Anyway, said I just needed to make two birdies to sustain, and then I wanted to make an eagle or an albatross to take more of a lead.

My goal is to go even further so then she can't really catch me. Golf is such a game where anything can happen and I don't really want anything to happen. I want to calculate it all, because who doesn't want a million bucks?

So been planning it out since Shanghai and Korea, and then unfortunately I couldn't push more in Malaysia because I had to pull out.

Tampa rolled around with everything that was laid out, I just figured, one, I can rest, two, let's just see how it plays out.

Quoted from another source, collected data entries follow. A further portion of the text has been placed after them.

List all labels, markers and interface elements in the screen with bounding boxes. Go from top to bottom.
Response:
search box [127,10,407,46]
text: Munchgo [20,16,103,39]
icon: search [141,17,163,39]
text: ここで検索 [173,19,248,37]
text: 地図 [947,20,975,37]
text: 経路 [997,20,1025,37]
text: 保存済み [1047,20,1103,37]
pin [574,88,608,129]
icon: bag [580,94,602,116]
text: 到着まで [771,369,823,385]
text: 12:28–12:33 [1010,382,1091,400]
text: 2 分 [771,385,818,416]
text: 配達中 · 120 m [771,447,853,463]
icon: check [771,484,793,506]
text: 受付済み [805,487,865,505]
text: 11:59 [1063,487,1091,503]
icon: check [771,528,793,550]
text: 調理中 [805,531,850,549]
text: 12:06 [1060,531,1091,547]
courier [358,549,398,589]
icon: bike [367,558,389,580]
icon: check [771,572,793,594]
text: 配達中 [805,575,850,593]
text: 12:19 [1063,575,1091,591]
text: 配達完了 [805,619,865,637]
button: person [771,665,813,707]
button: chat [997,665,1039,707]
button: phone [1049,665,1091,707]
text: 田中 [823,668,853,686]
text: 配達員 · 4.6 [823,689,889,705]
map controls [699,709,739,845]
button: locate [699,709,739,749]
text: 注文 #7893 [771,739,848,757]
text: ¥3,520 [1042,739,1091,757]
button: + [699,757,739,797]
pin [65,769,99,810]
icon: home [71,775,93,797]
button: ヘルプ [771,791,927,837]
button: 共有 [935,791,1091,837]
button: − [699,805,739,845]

THE MODERATOR: I am going to throw some stats are you, so be prepared. Throughout the season you went for the challenge holes on 48% of the time, executing the shots successfully 24% of time, which ranked in the top 10% of LPGA Tour players. Your average proximity to the hole was 13 feet, which was closer than anyone on the LPGA Tour. What about your approach and preparation allowed you to attain those numbers?

ANGEL YIN: Cool stats. (Laughter) But I actually decided to be more conservative this year and less aggressive. I stopped looking at Aon holes this year because I just wanted to play my game and what fits the hole more. So whatever situation I was in more, that's how I played my hole. Didn't really think about being more aggressive and no gripping and ripping it.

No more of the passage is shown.